For much longer than we’ve been alive, 2nd Street in Old City has been the place to go downtown if you’re in the market for restaurant supplies, be it a couple cases of glassware or a 6′ griddle. Thanks to a combination of the internet and natural attrition, we’re now left with just two restaurant supply stores in Old City, Economy and Swift. A little over a year ago, we were worried that both stores were looking at exiting the brick and mortar realm, as the owners of both businesses had decided to list their properties for sale. Those listings have now been taken down, and if you’re currently looking to buy an NSF certified chest freezer, you can still visit either business and have your pick of the litter.
That’s not to say that nothing has changed, though. As we told you previously, the owners of Economy didn’t just own their corner building at 2nd & Arch, they also owned a few other buildings in the area which have traditionally been used for storage. One of those buildings, 124-126 N. 2nd St., is a historic structure which contains a working freight elevator. We went in there once, looking for some used restaurant chairs, and even though it was jammed with used equipment and furniture, we can tell that it had amazing bones inside. And the architecture of the exterior certainly catches the eye.

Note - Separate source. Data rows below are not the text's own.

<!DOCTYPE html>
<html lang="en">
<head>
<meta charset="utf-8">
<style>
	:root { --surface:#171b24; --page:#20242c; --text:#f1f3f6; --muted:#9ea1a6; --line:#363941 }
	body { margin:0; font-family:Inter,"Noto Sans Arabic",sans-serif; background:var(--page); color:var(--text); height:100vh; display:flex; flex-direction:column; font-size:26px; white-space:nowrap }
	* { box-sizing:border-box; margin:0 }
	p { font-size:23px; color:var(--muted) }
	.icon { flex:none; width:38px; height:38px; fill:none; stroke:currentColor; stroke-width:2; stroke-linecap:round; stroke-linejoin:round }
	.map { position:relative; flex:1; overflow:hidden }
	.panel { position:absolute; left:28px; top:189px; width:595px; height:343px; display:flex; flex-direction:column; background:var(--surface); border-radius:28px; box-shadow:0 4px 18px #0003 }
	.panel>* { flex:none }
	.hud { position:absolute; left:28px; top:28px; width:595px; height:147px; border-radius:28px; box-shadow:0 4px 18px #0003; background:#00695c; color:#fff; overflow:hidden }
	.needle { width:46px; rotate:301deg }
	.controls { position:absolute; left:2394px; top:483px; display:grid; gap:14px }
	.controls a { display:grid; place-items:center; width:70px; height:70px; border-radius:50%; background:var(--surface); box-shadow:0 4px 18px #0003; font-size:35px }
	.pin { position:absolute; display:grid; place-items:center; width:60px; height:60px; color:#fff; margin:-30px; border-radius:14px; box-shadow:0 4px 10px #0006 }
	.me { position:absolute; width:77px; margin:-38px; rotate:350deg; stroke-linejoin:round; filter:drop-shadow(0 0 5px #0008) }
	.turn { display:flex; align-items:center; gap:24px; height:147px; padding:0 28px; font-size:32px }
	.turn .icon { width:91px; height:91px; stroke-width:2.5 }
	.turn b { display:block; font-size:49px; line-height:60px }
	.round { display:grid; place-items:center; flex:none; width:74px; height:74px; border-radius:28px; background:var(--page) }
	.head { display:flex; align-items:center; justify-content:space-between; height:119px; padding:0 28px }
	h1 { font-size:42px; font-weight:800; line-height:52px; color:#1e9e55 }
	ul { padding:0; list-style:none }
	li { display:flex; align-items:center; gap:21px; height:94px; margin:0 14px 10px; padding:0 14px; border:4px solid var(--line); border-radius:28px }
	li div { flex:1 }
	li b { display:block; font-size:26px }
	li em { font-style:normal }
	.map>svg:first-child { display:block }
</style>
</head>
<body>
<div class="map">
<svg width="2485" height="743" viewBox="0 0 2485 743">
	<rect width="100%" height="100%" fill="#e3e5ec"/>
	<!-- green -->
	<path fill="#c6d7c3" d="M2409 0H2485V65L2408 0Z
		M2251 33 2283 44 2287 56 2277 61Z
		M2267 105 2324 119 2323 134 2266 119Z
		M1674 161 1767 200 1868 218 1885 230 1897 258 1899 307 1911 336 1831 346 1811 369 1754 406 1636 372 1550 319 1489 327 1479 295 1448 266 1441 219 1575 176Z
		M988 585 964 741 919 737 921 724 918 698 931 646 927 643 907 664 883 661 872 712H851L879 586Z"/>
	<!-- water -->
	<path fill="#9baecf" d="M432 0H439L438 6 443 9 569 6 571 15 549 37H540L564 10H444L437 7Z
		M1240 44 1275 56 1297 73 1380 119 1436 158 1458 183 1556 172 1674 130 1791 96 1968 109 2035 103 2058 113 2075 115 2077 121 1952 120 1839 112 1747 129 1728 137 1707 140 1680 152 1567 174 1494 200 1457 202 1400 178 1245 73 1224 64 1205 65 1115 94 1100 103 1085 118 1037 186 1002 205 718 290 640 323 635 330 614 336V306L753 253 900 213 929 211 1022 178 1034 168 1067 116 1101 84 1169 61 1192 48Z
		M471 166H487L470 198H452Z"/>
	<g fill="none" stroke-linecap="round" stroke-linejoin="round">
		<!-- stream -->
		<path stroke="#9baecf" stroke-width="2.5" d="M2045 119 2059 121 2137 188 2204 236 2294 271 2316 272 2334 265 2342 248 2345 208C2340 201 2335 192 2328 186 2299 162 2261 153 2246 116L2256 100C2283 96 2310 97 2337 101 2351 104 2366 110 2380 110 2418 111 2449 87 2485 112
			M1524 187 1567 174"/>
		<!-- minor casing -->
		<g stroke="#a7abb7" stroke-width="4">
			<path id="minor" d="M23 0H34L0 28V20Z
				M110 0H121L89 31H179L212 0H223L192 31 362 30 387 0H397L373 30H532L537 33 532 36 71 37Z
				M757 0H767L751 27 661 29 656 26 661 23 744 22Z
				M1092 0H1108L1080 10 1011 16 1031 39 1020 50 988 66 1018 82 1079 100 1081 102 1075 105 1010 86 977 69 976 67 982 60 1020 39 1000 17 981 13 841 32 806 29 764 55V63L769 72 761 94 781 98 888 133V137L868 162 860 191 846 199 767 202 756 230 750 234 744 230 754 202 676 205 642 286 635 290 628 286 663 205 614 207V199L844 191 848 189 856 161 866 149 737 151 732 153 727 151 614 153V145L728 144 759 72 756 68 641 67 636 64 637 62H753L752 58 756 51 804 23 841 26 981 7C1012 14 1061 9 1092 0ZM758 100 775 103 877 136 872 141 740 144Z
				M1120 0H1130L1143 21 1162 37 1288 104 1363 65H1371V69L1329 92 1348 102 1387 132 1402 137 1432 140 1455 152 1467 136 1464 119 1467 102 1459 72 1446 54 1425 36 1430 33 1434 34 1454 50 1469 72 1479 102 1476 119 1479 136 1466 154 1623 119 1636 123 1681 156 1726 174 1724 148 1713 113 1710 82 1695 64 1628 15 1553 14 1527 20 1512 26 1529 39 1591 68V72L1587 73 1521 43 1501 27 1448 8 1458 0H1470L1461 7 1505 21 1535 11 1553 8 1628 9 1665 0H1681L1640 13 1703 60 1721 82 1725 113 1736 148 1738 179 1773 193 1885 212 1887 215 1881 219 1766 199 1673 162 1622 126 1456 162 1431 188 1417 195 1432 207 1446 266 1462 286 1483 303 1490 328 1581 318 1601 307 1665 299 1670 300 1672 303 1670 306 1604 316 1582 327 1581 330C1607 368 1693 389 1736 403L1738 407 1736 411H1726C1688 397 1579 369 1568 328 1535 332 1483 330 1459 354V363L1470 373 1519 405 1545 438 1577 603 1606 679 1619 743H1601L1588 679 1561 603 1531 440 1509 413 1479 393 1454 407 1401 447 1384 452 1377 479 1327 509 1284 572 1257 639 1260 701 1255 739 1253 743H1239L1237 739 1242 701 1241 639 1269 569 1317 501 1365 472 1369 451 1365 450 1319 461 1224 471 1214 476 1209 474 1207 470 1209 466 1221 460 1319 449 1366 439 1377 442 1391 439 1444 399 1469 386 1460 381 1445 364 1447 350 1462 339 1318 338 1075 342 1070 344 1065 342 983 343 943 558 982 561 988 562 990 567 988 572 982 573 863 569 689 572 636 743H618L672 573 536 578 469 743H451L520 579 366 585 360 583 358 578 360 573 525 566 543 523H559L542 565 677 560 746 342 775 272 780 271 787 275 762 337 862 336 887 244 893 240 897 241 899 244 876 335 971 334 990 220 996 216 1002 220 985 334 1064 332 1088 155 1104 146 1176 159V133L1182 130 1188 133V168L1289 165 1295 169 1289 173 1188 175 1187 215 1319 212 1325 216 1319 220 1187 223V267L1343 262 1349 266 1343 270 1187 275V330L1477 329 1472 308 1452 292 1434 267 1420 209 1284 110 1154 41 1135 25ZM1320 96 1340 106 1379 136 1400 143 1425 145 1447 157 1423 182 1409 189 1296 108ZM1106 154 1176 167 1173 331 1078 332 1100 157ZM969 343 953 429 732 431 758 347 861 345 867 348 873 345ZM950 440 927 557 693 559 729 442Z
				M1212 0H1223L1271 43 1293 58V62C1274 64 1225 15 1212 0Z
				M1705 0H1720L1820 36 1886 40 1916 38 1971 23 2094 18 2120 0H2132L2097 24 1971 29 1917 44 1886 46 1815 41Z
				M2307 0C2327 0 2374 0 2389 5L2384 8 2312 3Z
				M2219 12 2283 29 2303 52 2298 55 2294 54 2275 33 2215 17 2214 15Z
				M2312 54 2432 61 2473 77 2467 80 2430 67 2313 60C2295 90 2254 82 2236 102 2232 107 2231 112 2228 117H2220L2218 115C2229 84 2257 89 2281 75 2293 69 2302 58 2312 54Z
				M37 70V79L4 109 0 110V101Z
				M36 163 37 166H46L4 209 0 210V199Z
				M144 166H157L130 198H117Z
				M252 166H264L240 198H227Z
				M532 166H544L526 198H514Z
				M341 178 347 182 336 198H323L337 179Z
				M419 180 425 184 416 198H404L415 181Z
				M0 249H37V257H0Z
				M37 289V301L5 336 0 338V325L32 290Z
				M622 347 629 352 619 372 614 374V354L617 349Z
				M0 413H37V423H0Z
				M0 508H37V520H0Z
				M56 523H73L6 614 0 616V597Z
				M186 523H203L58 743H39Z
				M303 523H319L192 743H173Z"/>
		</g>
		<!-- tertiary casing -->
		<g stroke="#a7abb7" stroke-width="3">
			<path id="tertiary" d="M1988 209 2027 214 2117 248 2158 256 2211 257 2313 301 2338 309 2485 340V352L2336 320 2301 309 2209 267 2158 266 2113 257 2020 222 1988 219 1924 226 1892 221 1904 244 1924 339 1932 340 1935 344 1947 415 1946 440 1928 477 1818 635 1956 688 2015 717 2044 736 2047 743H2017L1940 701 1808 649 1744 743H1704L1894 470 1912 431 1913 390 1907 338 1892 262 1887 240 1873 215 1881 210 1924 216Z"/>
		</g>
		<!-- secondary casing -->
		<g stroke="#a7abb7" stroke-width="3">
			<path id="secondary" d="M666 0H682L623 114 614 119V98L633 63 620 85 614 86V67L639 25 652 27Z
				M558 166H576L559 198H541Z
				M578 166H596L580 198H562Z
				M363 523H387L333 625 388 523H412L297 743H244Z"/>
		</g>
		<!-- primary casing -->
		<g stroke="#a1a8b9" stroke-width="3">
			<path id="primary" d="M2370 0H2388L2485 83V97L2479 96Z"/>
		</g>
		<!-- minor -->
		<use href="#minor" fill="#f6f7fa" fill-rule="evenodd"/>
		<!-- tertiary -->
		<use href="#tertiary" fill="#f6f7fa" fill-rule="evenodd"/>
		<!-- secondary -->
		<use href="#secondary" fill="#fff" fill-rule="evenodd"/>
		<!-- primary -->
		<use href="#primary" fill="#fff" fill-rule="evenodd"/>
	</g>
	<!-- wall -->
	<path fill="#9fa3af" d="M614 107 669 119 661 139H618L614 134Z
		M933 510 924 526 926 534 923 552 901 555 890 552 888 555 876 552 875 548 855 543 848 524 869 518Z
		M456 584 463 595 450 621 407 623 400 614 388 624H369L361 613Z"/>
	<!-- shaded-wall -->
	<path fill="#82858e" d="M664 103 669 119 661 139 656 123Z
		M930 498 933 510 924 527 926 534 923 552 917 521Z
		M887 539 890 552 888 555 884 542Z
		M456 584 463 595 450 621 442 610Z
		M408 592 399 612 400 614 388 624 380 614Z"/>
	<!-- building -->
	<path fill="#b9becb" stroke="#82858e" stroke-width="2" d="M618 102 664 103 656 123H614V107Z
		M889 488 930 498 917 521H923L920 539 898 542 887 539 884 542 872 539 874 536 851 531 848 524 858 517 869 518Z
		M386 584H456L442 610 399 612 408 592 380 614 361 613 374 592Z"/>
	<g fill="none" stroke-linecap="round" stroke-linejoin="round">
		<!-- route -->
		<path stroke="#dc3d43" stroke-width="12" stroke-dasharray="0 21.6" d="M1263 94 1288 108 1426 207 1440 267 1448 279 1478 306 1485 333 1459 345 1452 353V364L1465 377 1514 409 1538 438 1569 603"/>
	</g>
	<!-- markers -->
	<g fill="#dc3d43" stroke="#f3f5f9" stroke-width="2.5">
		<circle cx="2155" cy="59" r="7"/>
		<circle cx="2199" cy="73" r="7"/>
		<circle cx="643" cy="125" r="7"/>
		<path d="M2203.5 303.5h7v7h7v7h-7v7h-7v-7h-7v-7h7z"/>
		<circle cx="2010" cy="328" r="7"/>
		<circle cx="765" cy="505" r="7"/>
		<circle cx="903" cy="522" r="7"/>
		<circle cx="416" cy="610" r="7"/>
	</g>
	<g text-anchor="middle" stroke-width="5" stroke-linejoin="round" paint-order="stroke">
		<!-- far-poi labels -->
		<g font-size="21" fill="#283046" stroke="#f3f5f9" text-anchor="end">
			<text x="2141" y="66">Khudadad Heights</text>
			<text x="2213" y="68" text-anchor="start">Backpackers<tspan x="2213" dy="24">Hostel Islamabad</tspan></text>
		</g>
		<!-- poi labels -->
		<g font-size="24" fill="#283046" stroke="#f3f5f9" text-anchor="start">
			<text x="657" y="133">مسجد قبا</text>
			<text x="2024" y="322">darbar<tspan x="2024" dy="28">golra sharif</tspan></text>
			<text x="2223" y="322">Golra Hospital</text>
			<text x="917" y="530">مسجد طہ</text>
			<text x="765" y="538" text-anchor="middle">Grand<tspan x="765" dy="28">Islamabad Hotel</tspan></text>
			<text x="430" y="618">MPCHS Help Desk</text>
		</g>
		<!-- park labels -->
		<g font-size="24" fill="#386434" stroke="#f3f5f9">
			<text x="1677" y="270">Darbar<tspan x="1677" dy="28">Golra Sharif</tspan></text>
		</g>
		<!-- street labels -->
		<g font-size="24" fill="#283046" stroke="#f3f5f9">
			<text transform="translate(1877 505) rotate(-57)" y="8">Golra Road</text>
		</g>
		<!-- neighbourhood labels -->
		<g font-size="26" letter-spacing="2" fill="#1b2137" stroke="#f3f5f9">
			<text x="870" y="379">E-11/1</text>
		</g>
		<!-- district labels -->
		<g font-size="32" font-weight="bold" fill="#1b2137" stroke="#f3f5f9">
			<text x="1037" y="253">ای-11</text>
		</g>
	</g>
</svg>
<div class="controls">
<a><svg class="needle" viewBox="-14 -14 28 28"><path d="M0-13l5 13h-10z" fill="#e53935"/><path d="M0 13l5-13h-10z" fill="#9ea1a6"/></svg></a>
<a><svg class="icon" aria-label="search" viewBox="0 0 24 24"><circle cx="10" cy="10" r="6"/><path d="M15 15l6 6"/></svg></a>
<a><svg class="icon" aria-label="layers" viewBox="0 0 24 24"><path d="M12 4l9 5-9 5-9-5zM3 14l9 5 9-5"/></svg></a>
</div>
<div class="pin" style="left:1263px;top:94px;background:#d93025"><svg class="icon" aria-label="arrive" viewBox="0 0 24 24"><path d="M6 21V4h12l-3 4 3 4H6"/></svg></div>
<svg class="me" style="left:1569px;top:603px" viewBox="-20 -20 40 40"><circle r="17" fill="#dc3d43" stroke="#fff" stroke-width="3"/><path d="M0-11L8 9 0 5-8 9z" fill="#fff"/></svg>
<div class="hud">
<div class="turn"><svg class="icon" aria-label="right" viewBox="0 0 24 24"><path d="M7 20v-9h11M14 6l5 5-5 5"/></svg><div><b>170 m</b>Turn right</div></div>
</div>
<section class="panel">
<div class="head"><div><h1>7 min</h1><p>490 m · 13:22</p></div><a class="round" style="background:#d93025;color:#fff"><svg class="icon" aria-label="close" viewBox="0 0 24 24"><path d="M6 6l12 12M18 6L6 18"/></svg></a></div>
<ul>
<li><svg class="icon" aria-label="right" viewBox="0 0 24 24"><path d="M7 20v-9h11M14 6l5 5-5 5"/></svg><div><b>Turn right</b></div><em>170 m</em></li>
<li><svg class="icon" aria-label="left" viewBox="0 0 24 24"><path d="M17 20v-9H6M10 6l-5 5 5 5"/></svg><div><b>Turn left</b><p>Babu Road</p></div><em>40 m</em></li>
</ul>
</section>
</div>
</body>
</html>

We previously told you that the building was listed for sale, for $3.2M. With 3,500 sqft floor plates and 12′ ceilings, we stated that the building would make a great residential conversion, and the zoning of the parcel permitted up to 14 units above ground-floor commercial. It seems we weren’t the only ones who thought a conversion makes sense, as developers purchased the property about half a year ago for $2.6M and are now pursuing a plan to build a one-story addition and create five apartments on the upper floors of the building, with a business downstairs. This got ZBA approval last month.
This plan comes as a bit of a surprise to us, as we would have expected that developers would try to include as many units as possible in this building, and avoid the ZBA at all costs. Instead, they’re going for enormous units which we are certain will be offered as condos, definitely at seven figure price points. We can’t think of too many examples of very high end condos offered without onsite parking, but we have to think that the developers will include parking at a nearby lot. As surface lots continue to disappear around Old City though, there’s no guarantee that any parking will stick around long term. Maybe there will be some available spots across the street, in the new National building?